I feel such affinity with my compost because my soul is just like that compost. It is life. Extracted from death.

The compost bin of my soul is even more unsightly than the Darth Vader version we have in our back yard. It’s ghoulish, really. Monstrous. There is so much that is rotten that I have tossed into that my soul’s compost bin.

Honestly, I don’t want to tell you what is there. If I tell you, you might not want to visit my garden. You might assume that the garden of my soul is as wretched and putrid as that very same soul’s compost bin.

But if I don’t tell you, then you won’t truly understand the miracle that is compost. You won’t understand how something so rotten can become so beautiful.

Let’s open the lid and poke around a little.

Almost daily I toss in some insecurity and impatience and snarkiness. Sometimes I dump in a lie or a handful of pride or a sprinkling of gossip. There’s some big stuff in there, too, that is going to take awhile to break down. There’s the mold of perfectionism I continuously try to press myself into. Many days I wonder if that one will ever really break down into rich soil. There is also a large pile of ugly things I have said and ugly things that have been said to me. Then there are some things too painful to talk about here, really. If you dig deep enough you will find more grief and shame than I really care to sift through.

It’s ugly in there.

But here’s the thing: I can take that putrid mess, and I can dump it in my trash, where it will then go compost in a landfill, but it will not nourish anything but the trash around it.

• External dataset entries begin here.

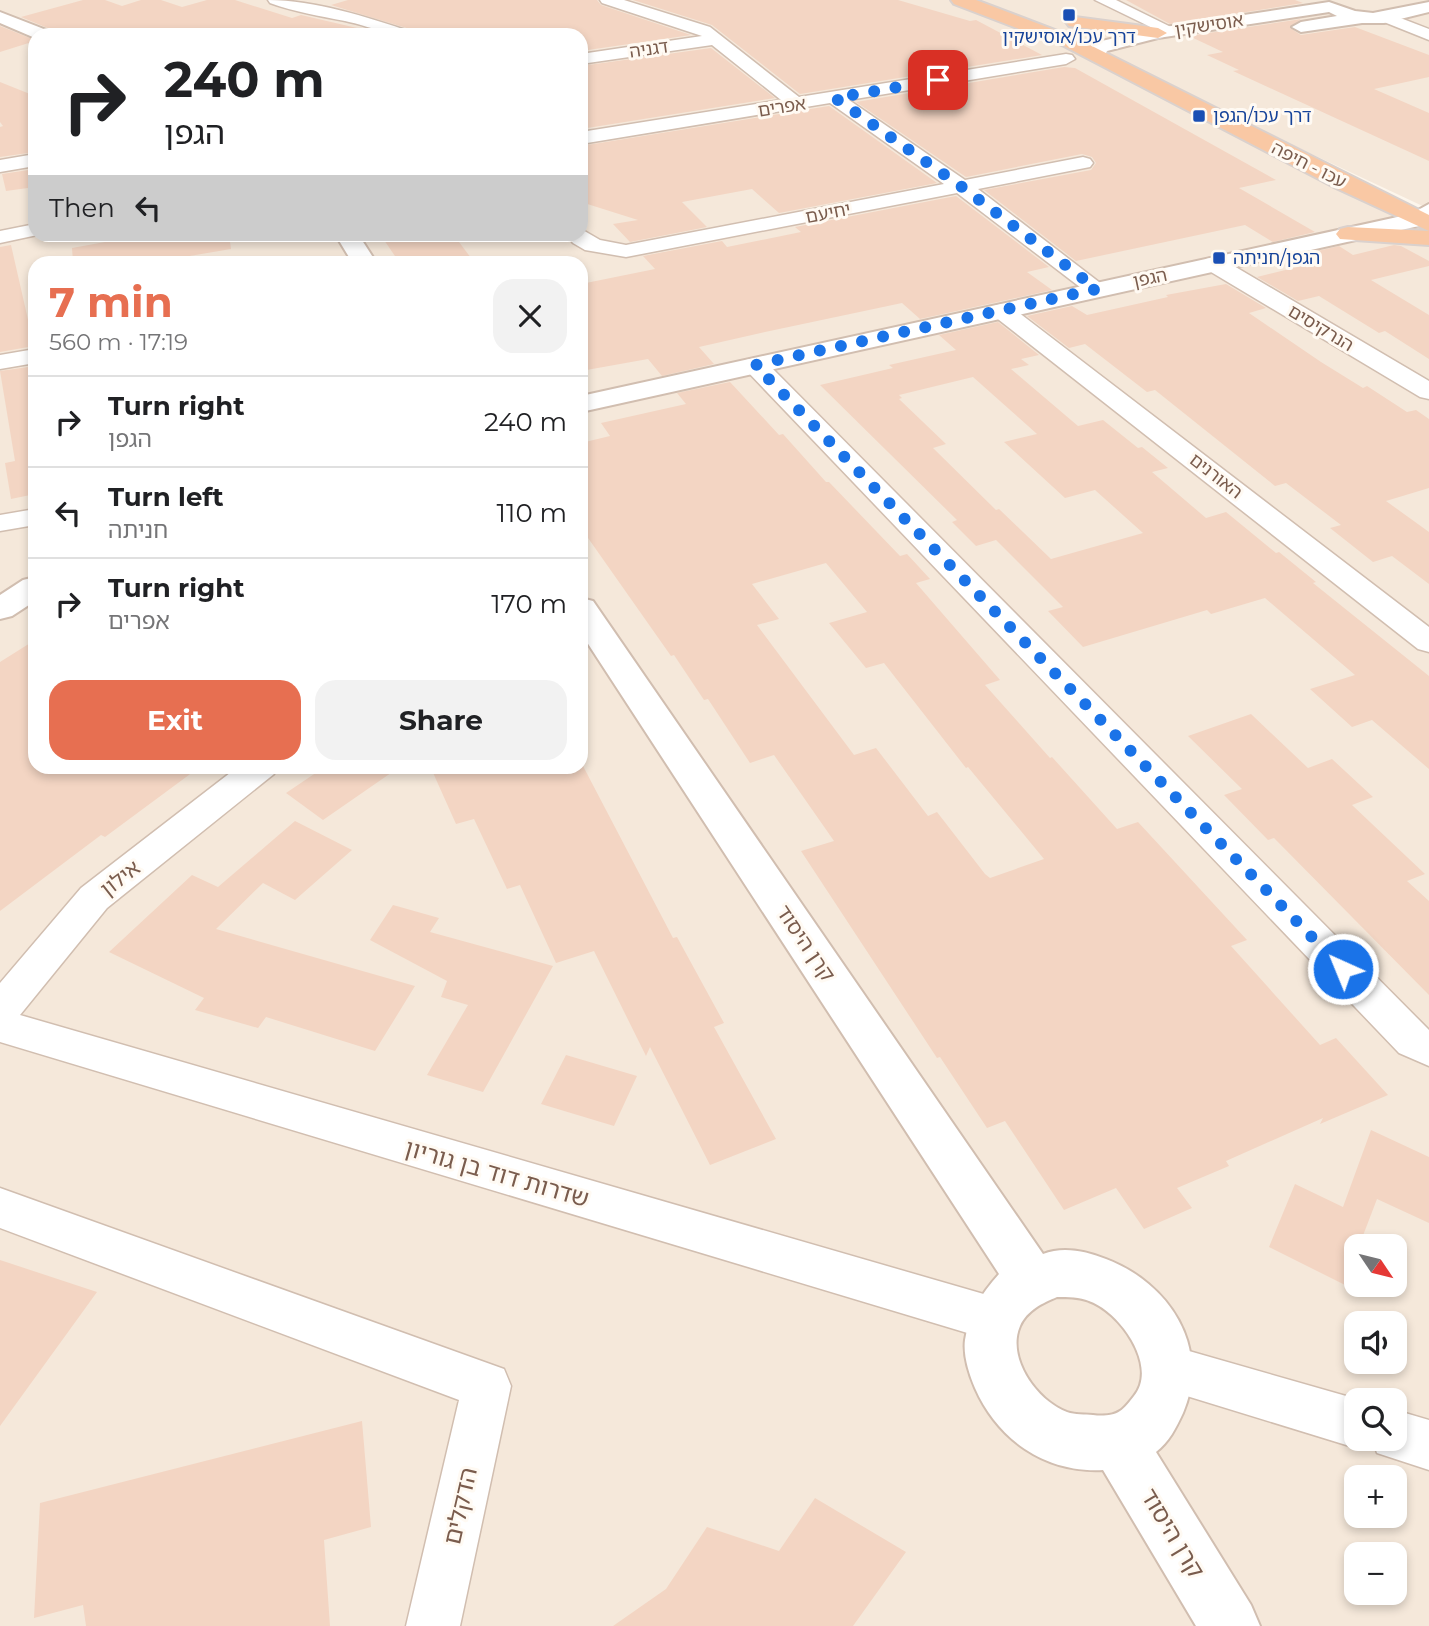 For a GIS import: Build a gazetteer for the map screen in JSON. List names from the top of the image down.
{
  "streets": {
    "highway": ["עכו - חיפה"],
    "street": [
      "אוסישקין",
      "דגניה",
      "אפרים",
      "יחיעם",
      "הגפן",
      "הנרקיסים",
      "האורנים",
      "אילון",
      "קרן היסוד",
      "שדרות דוד בן גוריון",
      "הדקלים"
    ]
  },
  "crossings": [
    ["אפרים", "עכו - חיפה"],
    ["הגפן", "הנרקיסים"],
    ["הגפן", "האורנים"],
    ["קרן היסוד", "שדרות דוד בן גוריון"]
  ],
  "places": {
    "transit": ["דרך עכו/אוסישקין", "דרך עכו/הגפן", "הגפן/חניתה"]
  },
  "north": "bottom right",
  "page": {
    "turn": ["240 m", "הגפן"],
    "then": "Then",
    "heading": ["7 min", "560 m · 17:19"],
    "list": [
      {
        "name": "Turn right",
        "note": "הגפן",
        "value": "240 m"
      },
      {
        "name": "Turn left",
        "note": "חניתה",
        "value": "110 m"
      },
      {
        "name": "Turn right",
        "note": "אפרים",
        "value": "170 m"
      }
    ],
    "buttons": ["Exit", "Share"],
    "map_buttons": ["+", "−"]
  }
}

Or, I can take that compost in all of its rottenness and ugliness and stench, and I can work it back into the soil of my soul, where it can nourish my soul and become something beautiful. I choose to believe that God, as the gardener of my soul, will help me till the soil and tenderly nourish the fruit that is all the sweeter for the garbage that has mixed with the sun and the rain.

Today, I invite you to visit my garden. Feel free to poke around in my compost, but also please enjoy the ripe offering I hand you, the sweet fruit nourished not only by the sun and the rain, but also by the tears, the sadness, and the shame. And when you go home, take care of your own rotting compost. Work it into your soul and into the souls of the community surrounding you, and know that you and God can turn all that is bruised, rotting, and ugly into something truly beautiful.

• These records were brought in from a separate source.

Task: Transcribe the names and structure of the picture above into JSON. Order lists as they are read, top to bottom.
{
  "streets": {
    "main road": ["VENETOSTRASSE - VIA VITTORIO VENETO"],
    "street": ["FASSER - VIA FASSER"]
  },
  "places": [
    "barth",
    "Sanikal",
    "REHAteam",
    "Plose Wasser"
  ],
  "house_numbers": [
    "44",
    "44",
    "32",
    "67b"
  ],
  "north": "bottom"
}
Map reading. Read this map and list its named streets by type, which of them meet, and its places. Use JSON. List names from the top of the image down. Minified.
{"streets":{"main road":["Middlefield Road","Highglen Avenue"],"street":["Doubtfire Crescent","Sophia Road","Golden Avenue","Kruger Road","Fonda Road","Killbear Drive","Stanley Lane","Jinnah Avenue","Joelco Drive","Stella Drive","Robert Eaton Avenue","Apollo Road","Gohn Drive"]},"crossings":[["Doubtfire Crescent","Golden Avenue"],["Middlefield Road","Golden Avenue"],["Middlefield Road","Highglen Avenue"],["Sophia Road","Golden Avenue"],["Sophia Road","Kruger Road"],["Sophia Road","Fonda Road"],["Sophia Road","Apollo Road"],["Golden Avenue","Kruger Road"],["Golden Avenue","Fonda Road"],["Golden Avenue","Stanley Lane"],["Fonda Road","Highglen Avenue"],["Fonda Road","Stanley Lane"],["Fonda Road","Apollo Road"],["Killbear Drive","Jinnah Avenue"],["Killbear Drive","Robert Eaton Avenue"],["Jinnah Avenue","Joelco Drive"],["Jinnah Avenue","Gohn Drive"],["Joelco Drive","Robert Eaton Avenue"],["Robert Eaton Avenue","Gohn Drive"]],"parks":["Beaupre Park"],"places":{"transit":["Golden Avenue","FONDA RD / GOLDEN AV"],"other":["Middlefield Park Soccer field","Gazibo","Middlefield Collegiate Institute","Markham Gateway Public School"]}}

  1. Okay so first of all I loved this post Jill. Secondly, I really want to compost. I don't know how to get started. No one I know but you does it. Will you teach me? Thanks xoxo

  2. Faith, I would love to talk to you about compost (although Matt is much wiser on the issue then I am)! It would be a great excuse to get together, which we sorely need to do. If you would like to actually come see our compost, let's wait a few weeks, because right now my kitchen has no walls and no floor, and everything within the kitchen is scattered in various rooms throughout the house (it is CHAOS, let me tell you, although it will be very worth it in the end). Can't wait to see you again! :)

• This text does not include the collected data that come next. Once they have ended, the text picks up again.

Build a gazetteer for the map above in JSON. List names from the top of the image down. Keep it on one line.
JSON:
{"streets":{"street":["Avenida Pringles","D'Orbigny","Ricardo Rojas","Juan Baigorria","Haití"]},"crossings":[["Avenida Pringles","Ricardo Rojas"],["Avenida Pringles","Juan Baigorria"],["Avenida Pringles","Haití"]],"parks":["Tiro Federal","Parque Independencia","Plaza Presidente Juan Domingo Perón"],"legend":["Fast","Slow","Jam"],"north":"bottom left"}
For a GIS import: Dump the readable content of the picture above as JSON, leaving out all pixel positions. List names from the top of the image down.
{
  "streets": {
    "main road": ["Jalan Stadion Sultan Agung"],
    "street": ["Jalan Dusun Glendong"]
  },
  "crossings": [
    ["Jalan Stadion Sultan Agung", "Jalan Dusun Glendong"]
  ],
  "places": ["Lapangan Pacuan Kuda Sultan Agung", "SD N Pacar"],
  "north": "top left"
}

  3. Yeah, that would be great! Evan goes to basketball practice on Sturday mornings at the Roeland Park Dome so I garage sale for 2 hours while he practices. (We take turns driving with another parent)Since it's super close to you maybe in a few weeks I can come over to your house and hang out while he is at practice? :)

  4. That sounds like a great idea! I would love to see you again!

  5. I love your metaphor. Thank you for writing about it and sharing the hope with us. I really wish I'd read this before last weekend! And I really wish I hadn't missed so many blog entries. But anyway, I love this essay. Maybe my compost will bring forth something beautiful, too.